Baeckea trapeza

Scientific classification
- Kingdom: Plantae
- Clade: Tracheophytes
- Clade: Angiosperms
- Clade: Eudicots
- Clade: Rosids
- Order: Myrtales
- Family: Myrtaceae
- Genus: Baeckea
- Species: B. trapeza
- Binomial name: Baeckea trapeza A.R.Bean

= Baeckea trapeza =

- Genus: Baeckea
- Species: trapeza
- Authority: A.R.Bean

Species of flowering plant

Baeckea trapeza is a species of flowering plant in the family Myrtaceae and is endemic to Queensland. It is a shrub with lance-shaped leaves with the narrower end towards the base, and white flowers with eight to eleven stamens.

==Description==
Baeckea trapeza is a shrub that typically grows to a height of up to 1 m and has grey, scaly bark. The leaves are lance-shaped with the narrower end towards the base, 3.0–4.5 mm long and 0.6–1.2 mm long on a petiole about 0.4 mm long. The flowers are up to 5.5 mm wide on a pedicel 1.0–1.5 mm long with linear bracteoles 1.3–2.0 mm long but that fall as the flowers open. The five sepals are 0.4–1 mm long and more or less round and the petals are 1.4–1.8 mm long. There are eight to eleven stamens opposite the sepals and the style is about 0.7 mm long.
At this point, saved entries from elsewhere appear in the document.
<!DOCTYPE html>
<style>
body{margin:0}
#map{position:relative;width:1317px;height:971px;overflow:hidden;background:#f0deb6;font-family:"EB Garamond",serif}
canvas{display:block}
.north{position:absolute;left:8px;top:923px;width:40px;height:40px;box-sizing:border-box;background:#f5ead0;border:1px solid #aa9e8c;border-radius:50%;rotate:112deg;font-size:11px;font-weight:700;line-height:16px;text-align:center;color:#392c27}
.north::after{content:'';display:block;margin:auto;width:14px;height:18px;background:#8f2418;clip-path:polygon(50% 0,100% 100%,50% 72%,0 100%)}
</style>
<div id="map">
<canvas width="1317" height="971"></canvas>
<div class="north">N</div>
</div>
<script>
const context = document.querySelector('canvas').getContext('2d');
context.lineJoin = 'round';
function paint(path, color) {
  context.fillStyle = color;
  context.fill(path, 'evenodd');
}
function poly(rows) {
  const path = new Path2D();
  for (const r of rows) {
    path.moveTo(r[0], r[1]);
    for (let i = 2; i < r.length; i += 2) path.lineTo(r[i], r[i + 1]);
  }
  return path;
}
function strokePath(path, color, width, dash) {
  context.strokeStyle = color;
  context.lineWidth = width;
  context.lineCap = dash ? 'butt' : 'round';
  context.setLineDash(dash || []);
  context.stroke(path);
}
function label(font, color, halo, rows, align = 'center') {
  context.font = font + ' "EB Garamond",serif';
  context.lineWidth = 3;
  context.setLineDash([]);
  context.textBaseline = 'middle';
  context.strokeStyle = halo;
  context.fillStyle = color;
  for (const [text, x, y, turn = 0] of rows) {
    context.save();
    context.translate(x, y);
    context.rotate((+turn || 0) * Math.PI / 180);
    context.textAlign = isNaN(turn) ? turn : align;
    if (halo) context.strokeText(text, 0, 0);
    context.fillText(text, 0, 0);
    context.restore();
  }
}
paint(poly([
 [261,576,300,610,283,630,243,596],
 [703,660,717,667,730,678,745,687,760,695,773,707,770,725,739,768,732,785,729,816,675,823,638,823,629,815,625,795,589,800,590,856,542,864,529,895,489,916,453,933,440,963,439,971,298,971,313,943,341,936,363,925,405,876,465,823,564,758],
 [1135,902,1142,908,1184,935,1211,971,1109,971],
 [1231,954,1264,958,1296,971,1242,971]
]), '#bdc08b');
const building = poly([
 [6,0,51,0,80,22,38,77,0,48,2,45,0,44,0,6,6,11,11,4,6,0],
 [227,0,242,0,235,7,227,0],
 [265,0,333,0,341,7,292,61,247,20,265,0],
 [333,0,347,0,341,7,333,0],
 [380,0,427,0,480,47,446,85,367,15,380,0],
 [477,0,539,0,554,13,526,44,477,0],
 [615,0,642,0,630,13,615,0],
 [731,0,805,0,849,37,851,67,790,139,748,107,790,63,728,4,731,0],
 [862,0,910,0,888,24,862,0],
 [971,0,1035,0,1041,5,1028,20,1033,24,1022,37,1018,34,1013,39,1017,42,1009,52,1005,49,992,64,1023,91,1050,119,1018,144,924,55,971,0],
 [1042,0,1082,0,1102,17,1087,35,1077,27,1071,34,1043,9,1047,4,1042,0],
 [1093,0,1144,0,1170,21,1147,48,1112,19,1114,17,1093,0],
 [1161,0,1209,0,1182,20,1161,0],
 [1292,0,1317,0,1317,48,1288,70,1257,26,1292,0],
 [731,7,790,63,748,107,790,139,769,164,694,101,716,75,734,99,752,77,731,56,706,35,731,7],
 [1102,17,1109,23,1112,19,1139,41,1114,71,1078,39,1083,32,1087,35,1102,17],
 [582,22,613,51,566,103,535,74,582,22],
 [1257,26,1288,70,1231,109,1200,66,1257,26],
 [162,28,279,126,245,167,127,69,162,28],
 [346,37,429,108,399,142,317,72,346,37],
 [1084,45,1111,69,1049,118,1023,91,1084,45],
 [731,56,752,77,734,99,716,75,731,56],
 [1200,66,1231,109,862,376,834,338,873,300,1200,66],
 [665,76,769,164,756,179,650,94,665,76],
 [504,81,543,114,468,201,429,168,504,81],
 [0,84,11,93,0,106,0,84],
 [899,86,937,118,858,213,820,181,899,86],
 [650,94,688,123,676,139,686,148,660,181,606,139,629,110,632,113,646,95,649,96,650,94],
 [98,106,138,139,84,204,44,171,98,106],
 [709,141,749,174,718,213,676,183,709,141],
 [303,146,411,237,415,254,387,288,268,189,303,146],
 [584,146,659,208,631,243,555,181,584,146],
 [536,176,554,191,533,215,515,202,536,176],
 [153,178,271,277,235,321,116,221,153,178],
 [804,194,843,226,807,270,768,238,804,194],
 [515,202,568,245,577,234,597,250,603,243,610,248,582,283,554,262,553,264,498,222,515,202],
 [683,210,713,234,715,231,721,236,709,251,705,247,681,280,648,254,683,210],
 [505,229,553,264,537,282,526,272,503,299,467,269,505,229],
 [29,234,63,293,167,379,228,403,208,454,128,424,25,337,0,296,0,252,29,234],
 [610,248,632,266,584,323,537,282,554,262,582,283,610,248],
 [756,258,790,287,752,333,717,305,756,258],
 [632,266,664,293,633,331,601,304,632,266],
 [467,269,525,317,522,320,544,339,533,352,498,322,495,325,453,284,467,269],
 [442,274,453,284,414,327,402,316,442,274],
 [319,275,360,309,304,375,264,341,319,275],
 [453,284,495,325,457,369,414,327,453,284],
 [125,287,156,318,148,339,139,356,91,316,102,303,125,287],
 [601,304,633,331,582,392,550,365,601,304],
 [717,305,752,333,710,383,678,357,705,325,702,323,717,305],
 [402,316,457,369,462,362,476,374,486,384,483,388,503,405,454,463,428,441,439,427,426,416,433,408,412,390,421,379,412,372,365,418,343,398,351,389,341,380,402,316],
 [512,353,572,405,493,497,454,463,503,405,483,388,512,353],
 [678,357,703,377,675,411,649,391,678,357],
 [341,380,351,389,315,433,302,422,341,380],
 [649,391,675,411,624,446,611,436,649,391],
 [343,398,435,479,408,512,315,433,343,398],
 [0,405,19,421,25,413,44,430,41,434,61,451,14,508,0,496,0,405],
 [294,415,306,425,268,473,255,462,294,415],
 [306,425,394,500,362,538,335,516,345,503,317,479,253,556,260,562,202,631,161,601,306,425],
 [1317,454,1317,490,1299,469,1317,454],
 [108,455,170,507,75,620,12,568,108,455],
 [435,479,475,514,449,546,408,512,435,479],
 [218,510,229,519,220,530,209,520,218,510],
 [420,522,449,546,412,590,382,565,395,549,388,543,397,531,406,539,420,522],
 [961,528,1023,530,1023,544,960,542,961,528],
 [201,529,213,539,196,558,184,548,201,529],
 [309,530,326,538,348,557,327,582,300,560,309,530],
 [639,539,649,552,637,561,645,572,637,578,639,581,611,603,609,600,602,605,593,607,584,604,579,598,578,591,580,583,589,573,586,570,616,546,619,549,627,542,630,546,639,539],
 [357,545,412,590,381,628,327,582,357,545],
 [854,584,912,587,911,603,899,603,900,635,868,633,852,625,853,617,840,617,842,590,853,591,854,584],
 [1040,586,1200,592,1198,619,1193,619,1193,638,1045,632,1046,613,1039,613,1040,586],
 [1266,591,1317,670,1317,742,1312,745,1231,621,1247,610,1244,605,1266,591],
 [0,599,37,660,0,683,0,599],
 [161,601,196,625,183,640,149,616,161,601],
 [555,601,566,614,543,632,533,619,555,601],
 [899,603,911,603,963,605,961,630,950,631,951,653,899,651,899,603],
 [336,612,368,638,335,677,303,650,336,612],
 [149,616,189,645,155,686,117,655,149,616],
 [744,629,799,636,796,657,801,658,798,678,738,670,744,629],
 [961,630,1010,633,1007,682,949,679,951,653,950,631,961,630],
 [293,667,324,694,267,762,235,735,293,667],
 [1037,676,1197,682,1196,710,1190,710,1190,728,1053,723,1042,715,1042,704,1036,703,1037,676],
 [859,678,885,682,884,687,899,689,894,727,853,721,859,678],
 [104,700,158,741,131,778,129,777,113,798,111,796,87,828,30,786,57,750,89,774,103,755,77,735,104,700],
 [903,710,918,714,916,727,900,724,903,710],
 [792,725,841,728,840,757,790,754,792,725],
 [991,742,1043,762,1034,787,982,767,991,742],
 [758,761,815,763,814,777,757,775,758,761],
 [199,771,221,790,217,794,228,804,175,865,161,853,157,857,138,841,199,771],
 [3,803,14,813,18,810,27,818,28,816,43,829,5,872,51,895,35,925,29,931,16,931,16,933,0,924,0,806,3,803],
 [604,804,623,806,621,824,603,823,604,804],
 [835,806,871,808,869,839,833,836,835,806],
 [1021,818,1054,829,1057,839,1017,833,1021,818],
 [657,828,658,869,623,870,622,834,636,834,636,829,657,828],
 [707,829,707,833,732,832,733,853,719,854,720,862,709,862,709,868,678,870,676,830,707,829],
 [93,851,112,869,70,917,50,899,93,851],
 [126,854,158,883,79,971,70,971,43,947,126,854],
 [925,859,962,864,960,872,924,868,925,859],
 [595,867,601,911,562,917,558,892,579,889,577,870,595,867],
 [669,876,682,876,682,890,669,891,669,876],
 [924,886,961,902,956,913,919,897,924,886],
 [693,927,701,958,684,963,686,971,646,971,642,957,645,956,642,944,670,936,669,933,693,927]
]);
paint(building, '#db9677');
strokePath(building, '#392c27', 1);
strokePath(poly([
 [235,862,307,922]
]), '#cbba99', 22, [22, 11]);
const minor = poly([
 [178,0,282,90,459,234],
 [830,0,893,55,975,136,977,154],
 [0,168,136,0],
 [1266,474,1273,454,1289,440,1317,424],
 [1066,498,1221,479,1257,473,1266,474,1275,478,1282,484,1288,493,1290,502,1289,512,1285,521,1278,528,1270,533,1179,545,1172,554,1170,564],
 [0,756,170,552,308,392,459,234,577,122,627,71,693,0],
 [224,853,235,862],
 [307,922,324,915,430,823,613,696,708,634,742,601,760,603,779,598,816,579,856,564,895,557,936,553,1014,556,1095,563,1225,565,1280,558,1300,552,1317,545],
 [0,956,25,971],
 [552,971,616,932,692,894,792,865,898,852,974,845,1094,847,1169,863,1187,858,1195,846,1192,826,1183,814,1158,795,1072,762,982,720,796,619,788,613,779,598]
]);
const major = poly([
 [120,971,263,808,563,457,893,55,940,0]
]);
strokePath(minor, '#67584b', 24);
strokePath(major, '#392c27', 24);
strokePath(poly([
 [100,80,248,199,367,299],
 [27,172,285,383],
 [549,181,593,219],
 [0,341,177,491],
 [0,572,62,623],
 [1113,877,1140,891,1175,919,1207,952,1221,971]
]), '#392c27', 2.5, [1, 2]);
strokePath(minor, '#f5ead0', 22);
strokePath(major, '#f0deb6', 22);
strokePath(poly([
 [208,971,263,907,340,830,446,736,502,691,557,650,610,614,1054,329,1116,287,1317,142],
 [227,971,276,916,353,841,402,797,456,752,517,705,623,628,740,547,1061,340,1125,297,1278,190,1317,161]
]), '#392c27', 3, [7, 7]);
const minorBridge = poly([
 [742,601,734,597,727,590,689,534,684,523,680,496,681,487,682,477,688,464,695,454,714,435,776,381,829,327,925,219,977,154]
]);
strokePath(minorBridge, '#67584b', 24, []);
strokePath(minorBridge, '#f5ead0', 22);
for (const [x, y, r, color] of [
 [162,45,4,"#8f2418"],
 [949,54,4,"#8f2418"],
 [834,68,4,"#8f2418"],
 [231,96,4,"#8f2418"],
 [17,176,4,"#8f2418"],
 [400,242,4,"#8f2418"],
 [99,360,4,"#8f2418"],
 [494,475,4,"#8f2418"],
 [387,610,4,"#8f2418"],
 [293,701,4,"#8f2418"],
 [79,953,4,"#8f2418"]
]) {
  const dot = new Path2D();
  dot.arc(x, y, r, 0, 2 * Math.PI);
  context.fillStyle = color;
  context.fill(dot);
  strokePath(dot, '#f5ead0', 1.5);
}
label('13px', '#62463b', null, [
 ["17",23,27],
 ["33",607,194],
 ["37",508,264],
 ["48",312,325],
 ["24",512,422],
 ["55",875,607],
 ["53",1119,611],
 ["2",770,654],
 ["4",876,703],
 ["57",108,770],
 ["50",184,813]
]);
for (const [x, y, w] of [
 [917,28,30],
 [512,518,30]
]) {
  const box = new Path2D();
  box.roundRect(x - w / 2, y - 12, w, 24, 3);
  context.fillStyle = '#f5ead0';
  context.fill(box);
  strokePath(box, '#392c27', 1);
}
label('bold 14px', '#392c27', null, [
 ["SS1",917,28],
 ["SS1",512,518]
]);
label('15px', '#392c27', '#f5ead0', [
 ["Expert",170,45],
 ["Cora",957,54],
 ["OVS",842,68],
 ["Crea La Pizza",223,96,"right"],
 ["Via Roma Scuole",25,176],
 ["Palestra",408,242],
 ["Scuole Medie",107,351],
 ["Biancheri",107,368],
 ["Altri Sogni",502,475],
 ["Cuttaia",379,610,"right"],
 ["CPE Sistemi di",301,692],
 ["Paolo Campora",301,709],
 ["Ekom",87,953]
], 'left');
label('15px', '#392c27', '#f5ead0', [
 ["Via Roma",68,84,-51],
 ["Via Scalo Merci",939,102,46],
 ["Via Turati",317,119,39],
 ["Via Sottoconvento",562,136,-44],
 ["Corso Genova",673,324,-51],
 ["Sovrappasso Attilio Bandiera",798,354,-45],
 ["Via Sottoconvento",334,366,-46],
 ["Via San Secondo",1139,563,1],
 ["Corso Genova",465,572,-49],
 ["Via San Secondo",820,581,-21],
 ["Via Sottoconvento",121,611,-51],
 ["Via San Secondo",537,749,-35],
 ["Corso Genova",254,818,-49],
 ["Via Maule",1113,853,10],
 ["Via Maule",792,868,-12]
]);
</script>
Flowering has been observed in January and April and the fruit is conical to bell-shaped capsule 2.5–3.0 mm in long and 2.2–2.5 mm wide.

==Taxonomy==
Baeckea trapeza was first formally described in 1997 by Anthony Bean in the journal Telopea from specimens he collected on the Blackdown Tableland in 1996. The specific epithet (trapeza) means "a table", referring to the distribution of the species on the Blackdown Tableland.

==Distribution and habitat==
This baeckea grows in open forest at altitudes between 700 and 800 m and is confined to the Blackdown Tableland in Queensland.